Doctoral Dissertations

Date of Award

5-2025

Degree Type

Dissertation

Degree Name

Doctor of Philosophy

Major

Business Administration

Major Professor

Matthew A. Serfling

Committee Members

Zihan Ye, Larry Fauver, Daniel Pienta

Abstract

This dissertation examines how the effects of data breaches on governments and hospitals spill over to their stakeholders. The first chapter specifically considers the financial and societal costs of hacks on county governments. Using primary municipal bond market data, I find that hacks increase the cost of government debt and identify three mechanisms through which breaches influence investors’ risk premium. Following a hack, county governments suffer lower credit ratings and decreased revenues. Hacked governments also cut social and infrastructure spending, which I argue increases their reputation risk and dampens their long-run economic competitiveness. Overall, these results in the first chapter suggest that data breaches harm municipalities both financially and socially.

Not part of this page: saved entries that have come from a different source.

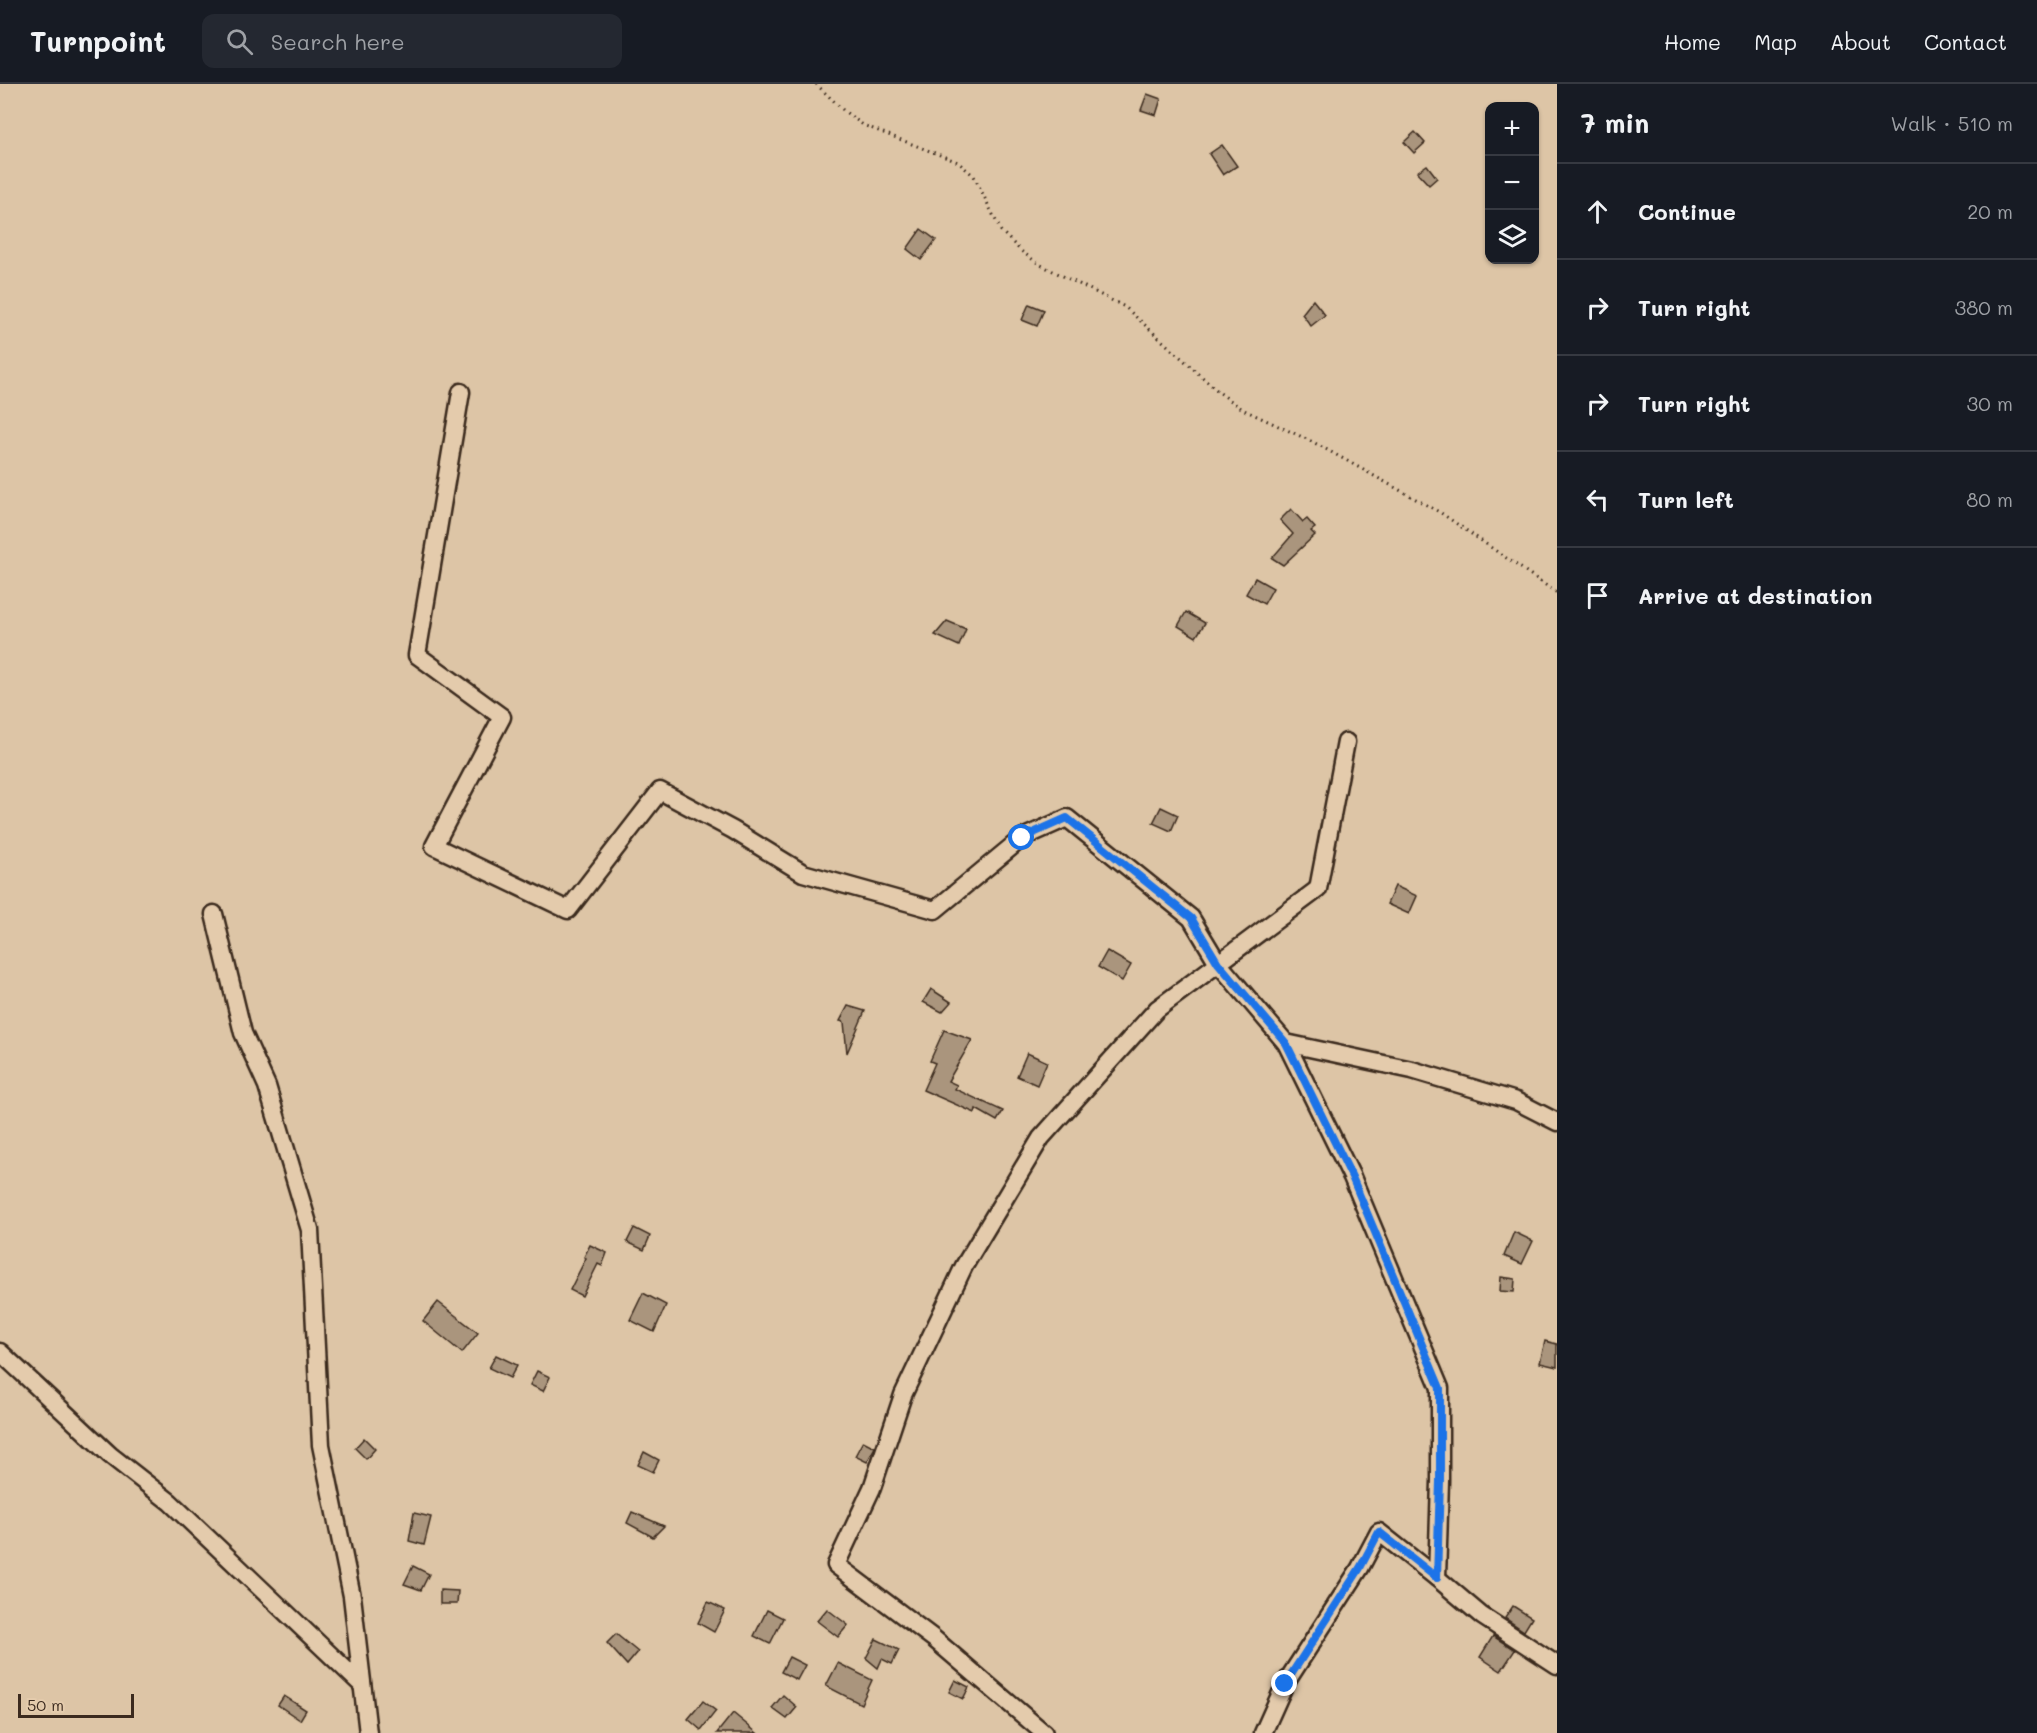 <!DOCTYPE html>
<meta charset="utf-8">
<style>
body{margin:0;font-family:Mali,sans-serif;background:#242831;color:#f1f3f6}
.controls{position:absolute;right:18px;top:18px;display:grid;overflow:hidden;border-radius:12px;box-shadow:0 2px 4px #0004}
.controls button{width:54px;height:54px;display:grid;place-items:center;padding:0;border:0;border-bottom:2px solid #363941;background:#171b24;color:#f1f3f6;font:30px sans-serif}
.scale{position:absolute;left:18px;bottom:15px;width:116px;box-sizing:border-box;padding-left:6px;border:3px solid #3b2a1e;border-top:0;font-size:16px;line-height:21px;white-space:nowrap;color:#3b2a1e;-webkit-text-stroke:4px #e4cbac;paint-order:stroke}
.stop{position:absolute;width:18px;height:18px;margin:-14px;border:4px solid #1a73e8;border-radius:50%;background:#fff}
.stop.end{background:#1a73e8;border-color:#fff;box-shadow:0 2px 6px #0008}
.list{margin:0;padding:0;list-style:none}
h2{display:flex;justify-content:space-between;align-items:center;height:78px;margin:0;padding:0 24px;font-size:26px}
h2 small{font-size:20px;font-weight:400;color:#9ea1a6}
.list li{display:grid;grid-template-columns:39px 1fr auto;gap:18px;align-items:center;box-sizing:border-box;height:96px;padding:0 24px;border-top:2px solid #363941}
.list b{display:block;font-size:22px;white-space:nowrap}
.list em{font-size:20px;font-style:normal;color:#9ea1a6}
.icon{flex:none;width:33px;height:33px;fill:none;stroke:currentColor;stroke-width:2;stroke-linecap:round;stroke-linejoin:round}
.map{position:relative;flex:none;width:1557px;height:1649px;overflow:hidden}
header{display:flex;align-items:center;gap:36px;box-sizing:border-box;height:84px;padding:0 30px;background:#171b24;border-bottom:2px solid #363941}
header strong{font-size:28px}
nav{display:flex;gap:33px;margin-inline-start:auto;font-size:21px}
.search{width:420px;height:54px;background:#242831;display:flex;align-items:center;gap:15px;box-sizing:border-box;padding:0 21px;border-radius:12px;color:#9ea1a6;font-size:22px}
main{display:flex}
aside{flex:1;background:#171b24}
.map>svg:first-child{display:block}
.building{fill:#aa957d;stroke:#3b2a1e;stroke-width:1.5}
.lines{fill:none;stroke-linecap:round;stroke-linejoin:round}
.minor-casing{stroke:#3b2a1e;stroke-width:21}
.path{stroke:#3b2a1e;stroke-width:3;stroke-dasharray:1.5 4.5;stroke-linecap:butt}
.minor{stroke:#e4cbac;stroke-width:16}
.route{stroke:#1a73e8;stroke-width:8}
</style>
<header>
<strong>Turnpoint</strong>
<div class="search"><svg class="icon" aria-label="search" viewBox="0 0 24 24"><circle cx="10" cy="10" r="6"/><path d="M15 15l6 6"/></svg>Search here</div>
<nav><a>Home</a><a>Map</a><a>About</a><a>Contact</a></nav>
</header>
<main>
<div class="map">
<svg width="1557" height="1649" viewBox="0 0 1557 1649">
<rect width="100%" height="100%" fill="#ddc5a6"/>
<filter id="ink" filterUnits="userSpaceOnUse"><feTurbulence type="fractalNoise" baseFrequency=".0167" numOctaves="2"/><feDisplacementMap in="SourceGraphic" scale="12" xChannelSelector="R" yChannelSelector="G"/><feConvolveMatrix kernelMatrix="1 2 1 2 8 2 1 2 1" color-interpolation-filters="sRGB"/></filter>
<g filter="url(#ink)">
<g class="building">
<path d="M1147,10l14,5 -5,16 -15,-5z"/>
<path d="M1415,48l10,11 -11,10 -10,-11z"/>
<path d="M1222,61l15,21 -14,9 -14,-21z"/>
<path d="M1427,81l10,13 -8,7 -12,-13z"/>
<path d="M921,145l15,11 -15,20 -14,-11z"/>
<path d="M1313,216l12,15 -14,11 -9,-12z"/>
<path d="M1029,220l15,6 -7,16 -15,-6z"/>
<path d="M1291,425l12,13 4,-3 8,9 -4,3 4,4 -32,30 -11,-7 21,-24 -13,-14z"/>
<path d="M1255,494l18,10 -9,16 -18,-10z"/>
<path d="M1186,528l19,11 -9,14 -18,-11z"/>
<path d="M947,537l19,8 -7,17 -24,-11z"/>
<path d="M1161,723l17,8 -7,16 -18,-8z"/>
<path d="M1395,802l22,10 -8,18 -22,-10z"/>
<path d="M1107,867l24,14 -9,16 -24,-14z"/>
<path d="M931,905l20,13 -9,10 -19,-10z"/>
<path d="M848,922l17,5 -18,42 -3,-31 -4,-1z"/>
<path d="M944,946l28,10 -24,41 9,4 -2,4 48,22 -6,10 -21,-12 -1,4 -52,-23 12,-27 -5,-2z"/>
<path d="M1027,969l20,9 -10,23 -20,-9z"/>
<path d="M634,1144l16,8 -6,14 -17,-8z"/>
<path d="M1514,1148l19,9 -11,23 -18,-8z"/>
<path d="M590,1161l17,8 -5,13 -4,-2 -16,32 -12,-6 16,-32 -2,-1z"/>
<path d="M1501,1193l14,2 -1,13 -14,-1z"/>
<path d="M643,1209l23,12 -12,27 -24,-12z"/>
<path d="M438,1218l40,31 -16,20 -39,-32z"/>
<path d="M1545,1257l12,3v23l-17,-4z"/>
<path d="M496,1271l21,10 -7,13 -21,-10z"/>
<path d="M537,1287l13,6 -7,14 -13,-6z"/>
<path d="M364,1354l11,11 -9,10 -11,-11z"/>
<path d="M863,1357l12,6 -8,15 -12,-6z"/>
<path d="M644,1368l15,8 -6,12 -15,-7z"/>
<path d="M632,1428l32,14 -11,11 -26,-14z"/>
<path d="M414,1429l17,4 -7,28 -15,-4z"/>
<path d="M413,1482l16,8 -8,16 -17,-6z"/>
<path d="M440,1506l18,1 -1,13h-17z"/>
<path d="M708,1518l17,8 -11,22 -16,-9z"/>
<path d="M1513,1522l19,12 -8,13 -19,-13z"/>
<path d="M827,1525l21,16 -10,12 -21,-16z"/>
<path d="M767,1526l16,8 -13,26 -16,-8z"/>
<path d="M616,1550l22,18 -11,13 -20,-22z"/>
<path d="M1493,1552l22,14 -14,21 -21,-14z"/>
<path d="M876,1555l23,11 -7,14 -10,-5 -4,9 -12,-10z"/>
<path d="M789,1573l16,8 -8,15 -16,-8z"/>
<path d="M838,1579l34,17 -11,24 -35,-18z"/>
<path d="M955,1596l14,7 -6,12 -14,-7z"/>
<path d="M783,1611l14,12 -10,12 -15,-11z"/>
<path d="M284,1612l22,14 -6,10 -22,-15z"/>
<path d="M703,1617l13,10 -15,19 -13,-11z"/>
<path d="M733,1629l24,20h-40z"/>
</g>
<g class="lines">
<g class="minor-casing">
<g id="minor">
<path d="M461,308l-44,263 85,62 -68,129 134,64 92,-119 73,39 70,43 132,37 87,-72 45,-20 124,100 27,45 68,80 66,134 88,211v93l-3,97 -58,-46 -19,36 -75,116 -22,49"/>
<path d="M214,830l29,119 24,53 43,144 11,215 31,151 16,137"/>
<path d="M1286,959l126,27 104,31 41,21"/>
<path d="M0,1268l110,103 60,47 192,183"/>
<path d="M1437,1494l45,38 75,49"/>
<path d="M1044,1649l-111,-95 -97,-73 36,-77 31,-93 61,-129 77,-128 116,-129 161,-120 28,-147"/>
</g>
</g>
<path class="path" d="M816,0l28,27 19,14 95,37 16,14 27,55 20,20 18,13 86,43 95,86 24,17 69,32 128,71 116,80"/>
<use href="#minor" class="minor"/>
</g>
</g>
<g class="lines" filter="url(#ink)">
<path class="route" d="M1022,754l45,-20 124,100 27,45 68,80 66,134 88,211v93l-3,97 -58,-46 -19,36 -75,116"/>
</g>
</svg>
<div class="controls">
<button>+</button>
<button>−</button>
<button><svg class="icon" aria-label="layers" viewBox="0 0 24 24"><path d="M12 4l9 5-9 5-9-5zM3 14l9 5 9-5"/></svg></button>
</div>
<div class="scale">50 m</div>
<div class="stop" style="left:1022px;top:754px"></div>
<div class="stop end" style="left:1285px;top:1600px"></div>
</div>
<aside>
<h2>7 min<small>Walk · 510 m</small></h2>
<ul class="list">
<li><svg class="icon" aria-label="ahead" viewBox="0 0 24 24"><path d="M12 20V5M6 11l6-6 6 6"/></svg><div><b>Continue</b></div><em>20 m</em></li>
<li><svg class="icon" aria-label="right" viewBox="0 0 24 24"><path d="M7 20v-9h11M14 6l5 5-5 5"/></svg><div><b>Turn right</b></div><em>380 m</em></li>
<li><svg class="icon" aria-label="right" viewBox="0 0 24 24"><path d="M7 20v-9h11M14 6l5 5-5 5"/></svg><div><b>Turn right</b></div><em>30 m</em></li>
<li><svg class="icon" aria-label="left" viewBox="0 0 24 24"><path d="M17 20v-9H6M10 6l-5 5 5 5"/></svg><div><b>Turn left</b></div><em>80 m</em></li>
<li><svg class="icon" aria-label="arrive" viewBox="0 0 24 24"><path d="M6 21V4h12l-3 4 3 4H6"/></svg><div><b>Arrive at destination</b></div></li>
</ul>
</aside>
</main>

In the second chapter, I exploit a unique aspect of HIPAA to examine how medical data breaches affect hospital financing costs and influence both hospital and patient health. As in the first chapter, I find that data breaches increase hospitals’ cost of financing in primary municipal bond markets and increase hospitals’ credit risk. However, investors seem to ignore hacks, the worst events, when pricing new bonds after a hospital announces a hack. This is surprising given that I find only hacks harm hospital cash flows and patient health. The mispricing of hacked bonds contrasts what would be expected given both theory and previous empirical evidence in the corporate finance literature. Furthermore, I find that cyber risk premium in municipal healthcare bonds exists only when investor attention is already heightened due to public awareness on cyber risk. Altogether, the results in my second chapter show that investors are not fully informed regarding how medical data breaches should influence local borrowing costs and, inadvertently, require higher premiums than necessary for some healthcare bonds and lower premiums than necessary for others.